Democratic Rep. Ted Downing had offered to co-sponsor Vershoor’s bill if the senator agreed to an amendment saying that test scores will be included on student transcripts, thereby allowing the “marketplace” to decide how meaningful they are. When Verschoor declined the amendment, Downing filed a separate bill containing the transcript provision. Other bills would institute a two-tier diploma system or exempt learning disabled students from having to pass AIMS to graduate.

 

Downing’s bill is supported by Tuscon Education Association President Paul Karlowicz, who said it is not ideal but a good compromise. Arizona Education Association (AEA) President John Wright said that the AEA has long opposed high-stakes testing.
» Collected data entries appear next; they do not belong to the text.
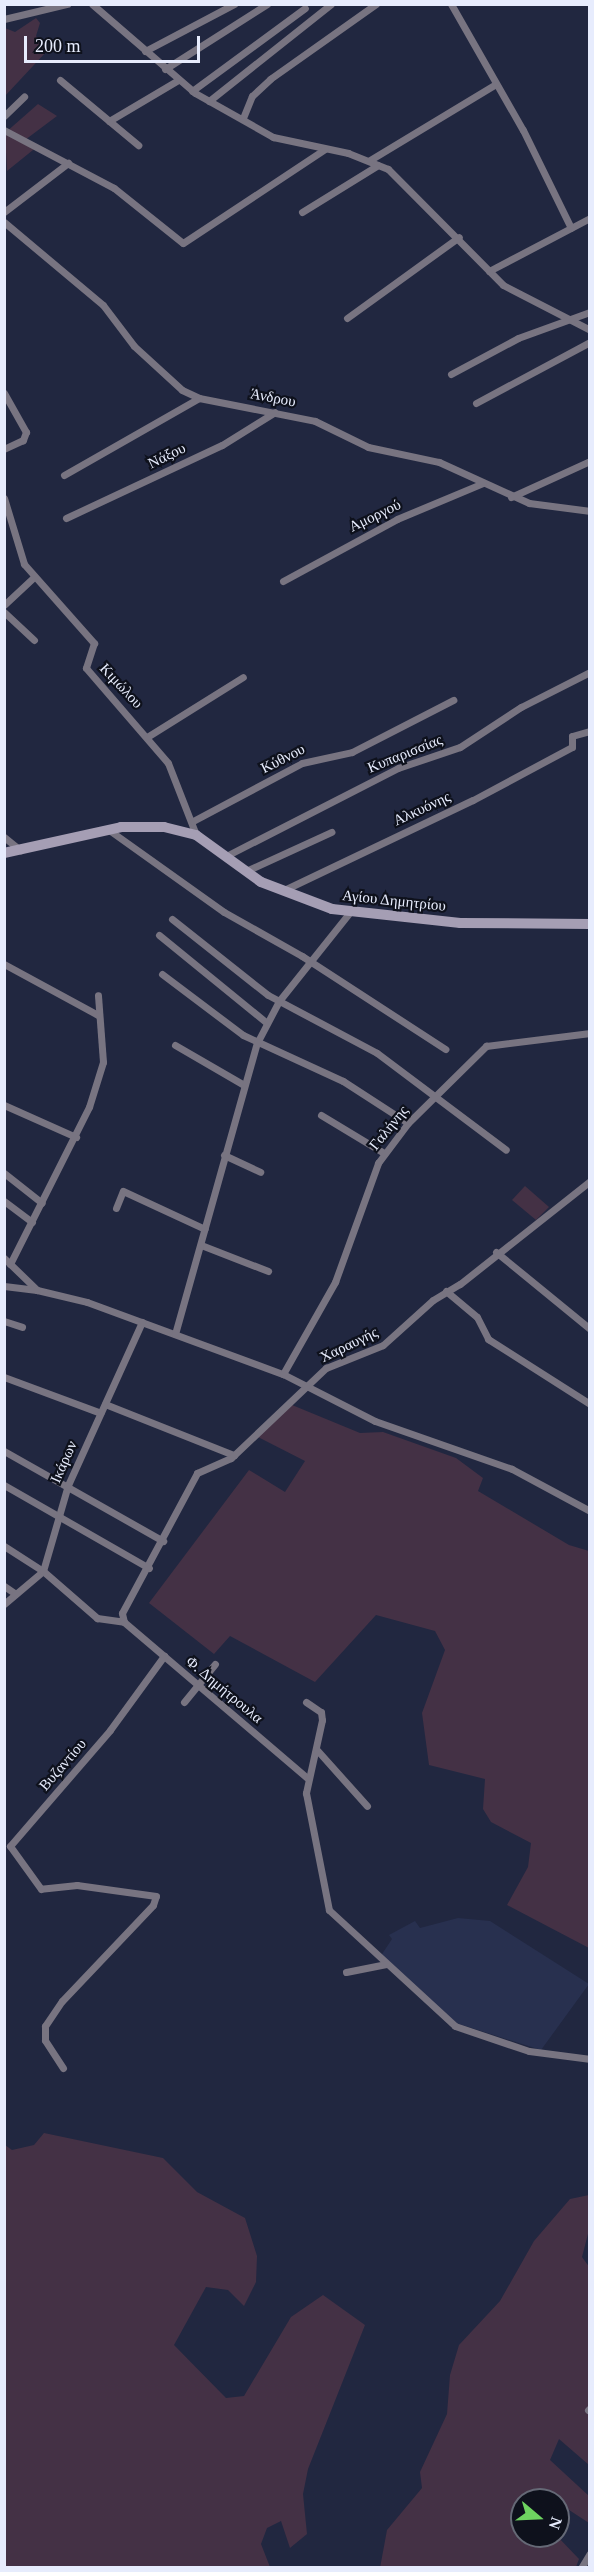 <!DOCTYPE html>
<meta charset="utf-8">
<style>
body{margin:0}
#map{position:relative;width:594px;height:2572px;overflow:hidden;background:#212740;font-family:Georgia,serif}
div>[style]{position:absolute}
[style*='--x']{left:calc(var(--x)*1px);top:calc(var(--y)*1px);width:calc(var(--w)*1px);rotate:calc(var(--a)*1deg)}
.built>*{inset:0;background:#28304f}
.green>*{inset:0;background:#443145}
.street>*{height:7px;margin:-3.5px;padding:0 3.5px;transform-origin:3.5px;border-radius:3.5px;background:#787481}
.secondary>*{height:10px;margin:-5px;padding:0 5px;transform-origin:5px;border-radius:5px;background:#a59eb4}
span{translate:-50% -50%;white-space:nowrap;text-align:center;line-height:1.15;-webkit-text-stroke:4.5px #0e111c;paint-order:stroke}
.street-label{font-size:15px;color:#e7ecfd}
.frame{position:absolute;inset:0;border:6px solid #e7ecfd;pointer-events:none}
.north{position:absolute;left:510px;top:2488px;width:60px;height:60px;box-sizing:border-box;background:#0e111c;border:2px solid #656976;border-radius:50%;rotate:109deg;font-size:16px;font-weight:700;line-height:24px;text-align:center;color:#e7ecfd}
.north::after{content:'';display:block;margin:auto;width:21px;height:27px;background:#6ed360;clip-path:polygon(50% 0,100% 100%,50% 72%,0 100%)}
.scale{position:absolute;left:24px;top:36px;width:176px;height:27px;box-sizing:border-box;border:3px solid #e7ecfd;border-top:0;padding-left:8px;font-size:18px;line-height:21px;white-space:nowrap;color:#e7ecfd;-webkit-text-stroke:4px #0e111c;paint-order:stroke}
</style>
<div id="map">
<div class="built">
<i style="clip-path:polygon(458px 1918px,490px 1921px,589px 1984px,541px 2050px,456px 2023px,380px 1957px,392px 1939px,389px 1935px,415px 1921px,420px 1928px)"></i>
</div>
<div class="green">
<i style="clip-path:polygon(36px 18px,40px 23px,36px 36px,47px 51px,5px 96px,5px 28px,15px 32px)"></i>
<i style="clip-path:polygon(38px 104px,57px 116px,25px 140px,38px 146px,7px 171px,5px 133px)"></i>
<i style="clip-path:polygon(525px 1186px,549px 1207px,536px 1220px,512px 1200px)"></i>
<i style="clip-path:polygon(292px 1405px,360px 1433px,383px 1432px,456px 1458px,483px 1478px,478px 1491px,569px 1545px,589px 1551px,589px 1948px,507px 1905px,528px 1867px,531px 1843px,491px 1822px,483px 1809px,485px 1779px,429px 1765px,422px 1713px,445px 1650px,435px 1631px,376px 1615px,315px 1682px,230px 1636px,214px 1654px,149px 1603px,249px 1470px,285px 1492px,305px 1461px,256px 1436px)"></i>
<i style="clip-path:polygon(44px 2133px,163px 2158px,197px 2192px,245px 2218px,257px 2256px,256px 2282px,244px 2306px,228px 2290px,206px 2287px,174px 2345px,226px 2398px,244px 2396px,291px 2317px,323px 2295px,365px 2325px,308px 2469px,303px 2494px,307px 2534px,290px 2548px,281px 2521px,267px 2528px,261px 2544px,270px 2567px,5px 2567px,5px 2145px,12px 2150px,34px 2145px)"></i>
<i style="clip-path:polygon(589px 2195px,589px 2230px,582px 2257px,590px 2268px,589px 2465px,559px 2439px,550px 2460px,589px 2496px,589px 2523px,563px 2506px,558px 2525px,558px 2500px,522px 2500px,522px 2536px,557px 2536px,579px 2559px,576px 2567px,380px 2568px,387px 2530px,422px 2488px,420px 2472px,447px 2414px,450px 2375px,459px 2345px,500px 2301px,534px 2241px,570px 2199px)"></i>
</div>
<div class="street">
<i style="--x:92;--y:4;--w:136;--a:40.8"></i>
<i style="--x:195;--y:93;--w:90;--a:29.4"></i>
<i style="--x:273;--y:137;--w:77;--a:12"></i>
<i style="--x:348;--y:153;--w:43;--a:21.8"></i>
<i style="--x:388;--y:169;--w:163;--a:45.2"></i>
<i style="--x:503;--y:285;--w:98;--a:27.3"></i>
<i style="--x:451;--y:4;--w:145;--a:60.3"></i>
<i style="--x:523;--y:130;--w:109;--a:63.9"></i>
<i style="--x:4;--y:19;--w:65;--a:-13.4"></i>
<i style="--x:145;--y:51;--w:101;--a:-27.8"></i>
<i style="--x:165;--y:69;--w:121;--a:-32.5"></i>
<i style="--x:60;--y:80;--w:102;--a:39.8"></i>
<i style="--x:192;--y:91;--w:140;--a:-36.3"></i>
<i style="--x:209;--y:101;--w:156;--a:-38.5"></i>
<i style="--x:4;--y:116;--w:28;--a:-44"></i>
<i style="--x:243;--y:118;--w:24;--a:-68"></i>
<i style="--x:252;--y:96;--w:25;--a:-43"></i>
<i style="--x:270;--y:79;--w:130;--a:-35.3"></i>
<i style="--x:109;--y:121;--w:80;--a:-30.7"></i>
<i style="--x:4;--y:130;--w:124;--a:27.8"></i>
<i style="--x:114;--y:188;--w:88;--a:38.6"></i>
<i style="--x:183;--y:243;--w:170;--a:-33.5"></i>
<i style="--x:370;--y:160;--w:147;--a:-31.1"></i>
<i style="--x:4;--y:212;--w:81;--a:-37.4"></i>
<i style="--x:302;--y:212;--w:89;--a:-31.7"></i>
<i style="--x:4;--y:222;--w:129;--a:40"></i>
<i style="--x:103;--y:305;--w:51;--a:52.9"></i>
<i style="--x:134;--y:346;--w:65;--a:42.5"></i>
<i style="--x:182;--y:390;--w:19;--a:25"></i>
<i style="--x:199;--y:398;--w:118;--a:11.2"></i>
<i style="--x:315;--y:421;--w:59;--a:26.1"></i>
<i style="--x:368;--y:447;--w:73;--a:11.9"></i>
<i style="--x:439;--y:462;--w:99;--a:24.5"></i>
<i style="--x:529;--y:503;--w:62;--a:7.5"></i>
<i style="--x:489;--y:271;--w:114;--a:-27.7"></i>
<i style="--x:347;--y:318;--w:138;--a:-35.9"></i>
<i style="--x:451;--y:374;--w:76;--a:-28.2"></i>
<i style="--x:518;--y:338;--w:77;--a:-19.9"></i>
<i style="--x:4;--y:393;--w:45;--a:60.6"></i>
<i style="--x:26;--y:432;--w:9;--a:111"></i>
<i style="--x:23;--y:440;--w:21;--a:155"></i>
<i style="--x:476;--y:403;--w:129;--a:-28.2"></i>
<i style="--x:64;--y:475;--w:155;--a:-29.7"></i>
<i style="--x:511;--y:497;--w:87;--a:-24.5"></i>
<i style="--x:4;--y:498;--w:69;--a:73.1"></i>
<i style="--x:24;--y:564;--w:106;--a:48.5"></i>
<i style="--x:94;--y:643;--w:26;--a:108"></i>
<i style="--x:86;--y:668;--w:125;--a:49.2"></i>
<i style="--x:168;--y:763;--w:77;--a:68.7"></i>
<i style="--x:66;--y:518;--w:172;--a:-25.1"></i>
<i style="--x:222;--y:445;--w:62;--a:-31.9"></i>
<i style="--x:283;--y:581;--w:130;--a:-28.5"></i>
<i style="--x:397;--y:519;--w:93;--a:-22.7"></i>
<i style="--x:4;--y:605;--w:41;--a:-43"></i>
<i style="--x:4;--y:612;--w:41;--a:43"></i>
<i style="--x:147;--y:737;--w:113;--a:-32"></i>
<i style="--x:193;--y:821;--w:123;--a:-28"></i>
<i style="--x:302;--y:763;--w:51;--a:-12.4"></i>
<i style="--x:352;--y:752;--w:114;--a:-27.2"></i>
<i style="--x:109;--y:830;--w:141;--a:35.5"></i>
<i style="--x:224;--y:912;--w:90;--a:29.4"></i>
<i style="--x:302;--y:956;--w:171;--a:33"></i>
<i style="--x:4;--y:837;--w:21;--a:39"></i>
<i style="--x:228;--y:855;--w:191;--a:-27.1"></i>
<i style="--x:398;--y:768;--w:65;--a:-18.7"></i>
<i style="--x:460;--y:747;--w:73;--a:-33.3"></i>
<i style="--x:521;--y:707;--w:77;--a:-26.9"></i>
<i style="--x:246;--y:871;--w:94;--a:-24.6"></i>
<i style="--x:284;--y:890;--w:209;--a:-25.5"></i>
<i style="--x:473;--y:800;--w:112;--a:-28.2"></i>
<i style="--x:572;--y:747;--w:11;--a:-90"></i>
<i style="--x:572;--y:736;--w:19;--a:-16"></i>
<i style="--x:172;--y:919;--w:122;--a:38.4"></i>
<i style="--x:268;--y:995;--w:123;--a:28"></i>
<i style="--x:377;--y:1053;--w:161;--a:36.9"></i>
<i style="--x:159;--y:935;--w:139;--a:39.2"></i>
<i style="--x:4;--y:964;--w:107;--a:28.5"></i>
<i style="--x:162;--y:974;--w:101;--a:37"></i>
<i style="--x:243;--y:1035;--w:110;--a:24.7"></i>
<i style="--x:343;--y:1081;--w:77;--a:32.9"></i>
<i style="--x:175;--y:1045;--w:80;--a:30.1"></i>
<i style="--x:4;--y:1105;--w:79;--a:24"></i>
<i style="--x:321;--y:1115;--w:74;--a:31.1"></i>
<i style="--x:224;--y:1155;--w:40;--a:25"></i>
<i style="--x:4;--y:1173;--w:48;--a:38.3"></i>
<i style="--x:4;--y:1201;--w:35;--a:37"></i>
<i style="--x:116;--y:1208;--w:18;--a:-68"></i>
<i style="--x:123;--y:1191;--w:90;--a:24.9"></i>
<i style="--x:201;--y:1245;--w:72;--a:21.2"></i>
<i style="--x:496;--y:1252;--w:122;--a:39.3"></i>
<i style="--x:4;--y:1258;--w:46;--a:44.1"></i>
<i style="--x:37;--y:1290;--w:51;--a:13.5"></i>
<i style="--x:87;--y:1302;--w:209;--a:20.2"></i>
<i style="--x:283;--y:1374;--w:103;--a:27.1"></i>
<i style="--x:375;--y:1421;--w:145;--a:19.3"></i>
<i style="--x:512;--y:1469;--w:89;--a:28.3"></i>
<i style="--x:10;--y:1264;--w:176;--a:-63.3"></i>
<i style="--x:89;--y:1107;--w:47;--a:-72.7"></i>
<i style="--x:103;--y:1062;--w:67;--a:-94.3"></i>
<i style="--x:4;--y:1286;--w:33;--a:7"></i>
<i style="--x:446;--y:1291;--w:40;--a:40"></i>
<i style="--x:477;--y:1317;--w:25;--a:63"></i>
<i style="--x:488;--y:1339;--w:121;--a:32.5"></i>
<i style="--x:4;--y:1321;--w:19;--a:18"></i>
<i style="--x:175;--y:1334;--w:302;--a:-74.3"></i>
<i style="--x:257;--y:1043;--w:47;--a:-62.4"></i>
<i style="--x:279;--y:1001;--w:114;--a:-51.4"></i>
<i style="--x:283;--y:1374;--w:106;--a:-60.5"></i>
<i style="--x:335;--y:1282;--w:127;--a:-70.1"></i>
<i style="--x:378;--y:1163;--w:50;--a:-53.1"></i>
<i style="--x:408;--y:1123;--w:110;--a:-44.6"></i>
<i style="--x:486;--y:1046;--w:105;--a:-7.1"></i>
<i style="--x:4;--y:1377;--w:103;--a:20.4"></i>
<i style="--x:105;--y:1404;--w:139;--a:21.6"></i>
<i style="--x:4;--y:1451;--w:183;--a:29.5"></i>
<i style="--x:4;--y:1485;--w:167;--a:29.8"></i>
<i style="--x:4;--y:1546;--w:46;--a:32.7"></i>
<i style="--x:43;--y:1571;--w:72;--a:41"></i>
<i style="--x:97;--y:1618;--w:27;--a:8"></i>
<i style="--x:4;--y:1586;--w:14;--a:34"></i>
<i style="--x:4;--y:1604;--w:51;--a:-40.2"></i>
<i style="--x:43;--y:1571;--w:90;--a:-73.8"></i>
<i style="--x:68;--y:1485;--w:179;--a:-65.6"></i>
<i style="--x:124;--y:1622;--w:9;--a:-103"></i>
<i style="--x:122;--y:1613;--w:159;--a:-61.8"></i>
<i style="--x:197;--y:1473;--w:37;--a:-24"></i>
<i style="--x:231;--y:1458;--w:131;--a:-43.5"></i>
<i style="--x:326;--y:1368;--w:61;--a:-22"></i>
<i style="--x:383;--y:1345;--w:67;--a:-42"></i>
<i style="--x:433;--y:1300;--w:31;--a:-31"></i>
<i style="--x:460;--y:1284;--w:166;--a:-38.4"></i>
<i style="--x:124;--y:1622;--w:240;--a:40.4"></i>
<i style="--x:184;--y:1702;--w:49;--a:-50.8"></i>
<i style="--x:306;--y:1702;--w:18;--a:34"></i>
<i style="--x:321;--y:1712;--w:8;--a:83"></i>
<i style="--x:322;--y:1720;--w:75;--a:102.4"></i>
<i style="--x:306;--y:1793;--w:119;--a:78.9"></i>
<i style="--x:329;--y:1910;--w:171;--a:42.6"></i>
<i style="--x:455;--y:2026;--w:78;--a:18.7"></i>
<i style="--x:529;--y:2051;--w:62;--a:7.5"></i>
<i style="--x:317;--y:1750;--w:75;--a:48.2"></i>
<i style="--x:346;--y:1972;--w:41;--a:-11.3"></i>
<i style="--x:63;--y:2068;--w:33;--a:-123"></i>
<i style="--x:45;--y:2040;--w:14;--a:-90"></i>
<i style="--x:45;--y:2026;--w:30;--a:-56"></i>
<i style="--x:62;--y:2001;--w:132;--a:-46.5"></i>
<i style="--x:153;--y:1905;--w:9;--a:-72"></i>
<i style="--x:156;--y:1896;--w:80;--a:-172.1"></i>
<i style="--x:77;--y:1885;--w:36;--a:174"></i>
<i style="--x:41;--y:1889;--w:53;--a:-125.8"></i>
<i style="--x:10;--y:1846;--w:153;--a:-49.2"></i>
<i style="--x:110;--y:1730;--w:92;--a:-53.9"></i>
<i style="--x:588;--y:2410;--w:3;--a:-45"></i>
<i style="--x:581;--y:2568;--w:17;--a:-59"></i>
</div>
<div class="secondary">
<i style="--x:4;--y:853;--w:120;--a:-12.5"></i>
<i style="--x:121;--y:827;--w:43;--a:0"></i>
<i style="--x:164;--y:827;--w:33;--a:14"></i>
<i style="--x:196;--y:835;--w:80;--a:35.9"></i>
<i style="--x:261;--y:882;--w:76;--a:20.8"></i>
<i style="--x:332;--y:909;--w:129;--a:6.2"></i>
<i style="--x:460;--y:923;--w:130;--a:0.4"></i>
</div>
<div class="street-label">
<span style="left:273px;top:398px;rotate:11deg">Άνδρου</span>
<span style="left:167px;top:456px;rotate:-26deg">Νάξου</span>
<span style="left:375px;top:516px;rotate:-26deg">Αμοργού</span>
<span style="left:121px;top:686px;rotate:47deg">Κιμώλου</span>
<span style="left:405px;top:754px;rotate:-22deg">Κυπαρισσίας</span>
<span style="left:283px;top:759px;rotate:-27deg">Κύθνου</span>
<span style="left:422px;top:809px;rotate:-25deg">Αλκυόνης</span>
<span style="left:394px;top:901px;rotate:6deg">Αγίου Δημητρίου</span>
<span style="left:389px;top:1128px;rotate:-51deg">Γαλήνης</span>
<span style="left:349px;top:1345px;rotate:-26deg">Χαραυγής</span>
<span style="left:64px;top:1462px;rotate:-66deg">Ικάρων</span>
<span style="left:224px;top:1690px;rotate:40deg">Φ. Δημήτρουλα</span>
<span style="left:63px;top:1765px;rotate:-49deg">Βυζαντίου</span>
</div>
<div class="frame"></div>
<div class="north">N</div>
<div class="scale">200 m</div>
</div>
He also explained that teachers, many of whom once would have gladly taken a match to any high-stakes test, now voice concerns that if they are being held accountable based on test scores as required by the federal No Child Left Behind law, students must take the tests seriously enough to do well. The AEA has not yet taken a position on either bill.

 

Soon after an Arizona Republic opinion poll showed 51 percent of those polled in favor of the exit exam, Arizona Governor Janet Napolitano said the state should exempt special-education students from the graduation requirement, suggesting that she is not now onboard with the drive to eliminate the requirement for all students.

 

State schools Superintendent Tom Horne staunchly backs the exit exam, and said he expects to bring the failure rate down to 10 percent.